The placement of Matta-Clark’s work in the exhibition spaces designed by Tadao Ando at the Pulitzer encourages new ways of looking at art, architecture, and the urban environment. Ando’s pristine building not only heightens the roughness of Matta-Clark’s cuts, but it also recalls the artist’s lost interventions. Both he and Ando sought to break the visual and metaphorical boundaries normally associated with the architectural “box” by allowing light to penetrate spaces in unexpected ways.
Reminiscent of an alchemist, Matta-Clark pursued the transmutation of a discarded object into something filled with “hope and fantasy.” He was deeply concerned with the abandonment of buildings and the fate of urban communities. He became socially and politically active during the 1970s and wrote that he focused on buildings, “for these comprise both a miniature cultural evolution and a model of prevailing social structures. Consequently, what I do to buildings is what some do with languages and others with groups of people: I organize them in order to explain and defend the need for change.”
The exhibition programming connects the artist’s social activism to present-day St. Louis. The Pulitzer, in collaboration with Washington University's George Warren Brown School of Social Work, is organizing programs that build upon Matta-Clark’s desire to imbue abandoned objects, buildings, and parcels of land with new meaning. The Pulitzer hopes to help carry Matta-Clark’s legacy into the 21st century and to inspire a new generation of social activism through creative acts. An interactive web presence reflects this community-driven programming at mattaclark.pulitzerarts
.org/transformation. A web catalogue corresponds with the exhibition at mattaclark.pulitzerarts.org.

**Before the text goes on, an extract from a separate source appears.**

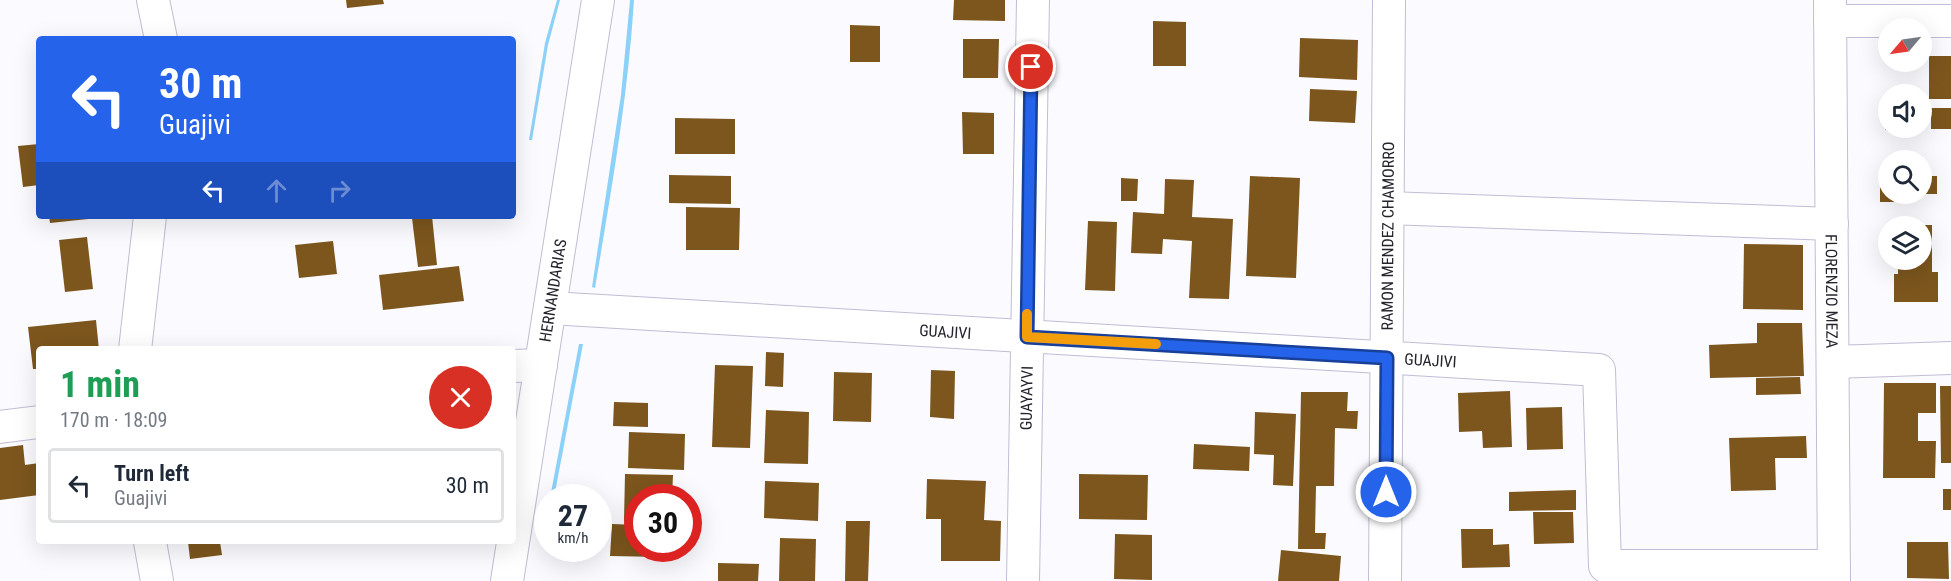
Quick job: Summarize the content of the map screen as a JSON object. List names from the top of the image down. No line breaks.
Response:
{"streets":{"street":["RAMON MENDEZ CHAMORRO","HERNANDARIAS","FLORENZIO MEZA","GUAJIVI","GUAYAYVI"]},"crossings":[["RAMON MENDEZ CHAMORRO","GUAJIVI"],["HERNANDARIAS","GUAJIVI"],["FLORENZIO MEZA","GUAJIVI"],["GUAJIVI","GUAYAYVI"]],"north":"bottom left","page":{"turn":["30 m","Guajivi"],"heading":["1 min","170 m · 18:09"],"list":[{"name":"Turn left","note":"Guajivi","value":"30 m"}],"speed":"27 km/h","limit":"30"}}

Matta-Clark (June 22, 1943-August 27, 1978) was an American artist best known for his site-specific artworks he made in the 1970s. He is famous for his "building cuts," a series of works in abandoned buildings in which he variously removed sections of floors, ceilings, and walls.
Both of Matta-Clark's parents were artists: the American Anne Clark and the Chilean Surrealist painter Roberto Matta, artist of Basque, French and Spanish descent. His twin brother Sebastian was also an artist, who committed suicide in 1976.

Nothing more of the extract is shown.